Entries supplied »
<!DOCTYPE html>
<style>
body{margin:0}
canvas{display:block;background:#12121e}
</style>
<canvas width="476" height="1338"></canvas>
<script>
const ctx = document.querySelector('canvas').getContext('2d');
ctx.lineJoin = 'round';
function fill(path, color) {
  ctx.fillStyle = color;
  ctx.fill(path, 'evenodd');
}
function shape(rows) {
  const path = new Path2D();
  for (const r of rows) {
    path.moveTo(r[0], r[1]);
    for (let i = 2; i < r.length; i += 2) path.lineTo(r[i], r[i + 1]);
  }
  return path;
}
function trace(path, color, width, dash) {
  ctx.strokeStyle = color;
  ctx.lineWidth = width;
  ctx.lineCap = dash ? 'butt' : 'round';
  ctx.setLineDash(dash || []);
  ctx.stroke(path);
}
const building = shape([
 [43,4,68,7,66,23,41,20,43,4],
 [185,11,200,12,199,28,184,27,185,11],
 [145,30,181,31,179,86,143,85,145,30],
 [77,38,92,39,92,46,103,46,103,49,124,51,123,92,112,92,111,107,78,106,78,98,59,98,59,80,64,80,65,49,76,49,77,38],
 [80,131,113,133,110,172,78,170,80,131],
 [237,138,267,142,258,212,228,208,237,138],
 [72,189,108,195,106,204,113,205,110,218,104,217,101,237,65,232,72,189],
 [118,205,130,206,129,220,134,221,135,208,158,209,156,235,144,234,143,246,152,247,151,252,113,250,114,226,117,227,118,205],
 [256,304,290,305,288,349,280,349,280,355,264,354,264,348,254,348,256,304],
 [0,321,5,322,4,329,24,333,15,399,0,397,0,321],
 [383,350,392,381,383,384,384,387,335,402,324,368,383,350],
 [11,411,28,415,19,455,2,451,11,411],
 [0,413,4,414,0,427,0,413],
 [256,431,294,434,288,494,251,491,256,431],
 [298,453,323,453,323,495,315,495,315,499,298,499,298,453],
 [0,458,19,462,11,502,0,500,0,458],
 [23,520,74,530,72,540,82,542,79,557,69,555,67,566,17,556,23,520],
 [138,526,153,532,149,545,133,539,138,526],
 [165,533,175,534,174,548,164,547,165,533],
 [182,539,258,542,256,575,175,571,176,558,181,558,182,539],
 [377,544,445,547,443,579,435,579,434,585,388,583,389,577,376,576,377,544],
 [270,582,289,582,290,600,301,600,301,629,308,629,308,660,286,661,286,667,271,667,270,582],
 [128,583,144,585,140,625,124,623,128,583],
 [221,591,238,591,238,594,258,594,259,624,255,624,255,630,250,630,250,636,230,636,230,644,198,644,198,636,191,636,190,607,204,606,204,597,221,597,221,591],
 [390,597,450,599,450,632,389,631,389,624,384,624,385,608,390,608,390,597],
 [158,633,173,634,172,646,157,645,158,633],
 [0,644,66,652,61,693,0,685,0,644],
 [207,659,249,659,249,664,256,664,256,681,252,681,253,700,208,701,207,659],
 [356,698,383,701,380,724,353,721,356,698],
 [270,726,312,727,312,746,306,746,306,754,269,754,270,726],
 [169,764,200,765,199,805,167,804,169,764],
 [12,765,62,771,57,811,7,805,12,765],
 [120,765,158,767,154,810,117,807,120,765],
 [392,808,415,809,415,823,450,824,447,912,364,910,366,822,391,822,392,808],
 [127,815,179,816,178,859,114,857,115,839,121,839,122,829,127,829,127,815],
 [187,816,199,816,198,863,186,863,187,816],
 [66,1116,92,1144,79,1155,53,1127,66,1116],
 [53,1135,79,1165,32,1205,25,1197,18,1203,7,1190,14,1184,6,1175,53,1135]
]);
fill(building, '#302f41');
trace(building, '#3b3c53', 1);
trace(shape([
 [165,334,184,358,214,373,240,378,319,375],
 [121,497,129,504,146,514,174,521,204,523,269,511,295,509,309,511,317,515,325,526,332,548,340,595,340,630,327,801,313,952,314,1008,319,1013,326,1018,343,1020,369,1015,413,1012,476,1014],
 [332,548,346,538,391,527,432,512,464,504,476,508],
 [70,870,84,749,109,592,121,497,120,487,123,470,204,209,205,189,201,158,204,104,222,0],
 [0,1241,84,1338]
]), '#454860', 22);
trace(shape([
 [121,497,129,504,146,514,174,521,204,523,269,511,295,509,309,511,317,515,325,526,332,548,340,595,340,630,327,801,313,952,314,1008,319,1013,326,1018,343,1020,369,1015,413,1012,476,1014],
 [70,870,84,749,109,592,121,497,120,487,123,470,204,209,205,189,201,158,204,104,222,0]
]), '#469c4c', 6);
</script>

Assignment » Using the listing above, show every line that includes the string "const".

Expected answer »
const ctx = document.querySelector('canvas').getContext('2d');
  const path = new Path2D();
  for (const r of rows) {
const building = shape([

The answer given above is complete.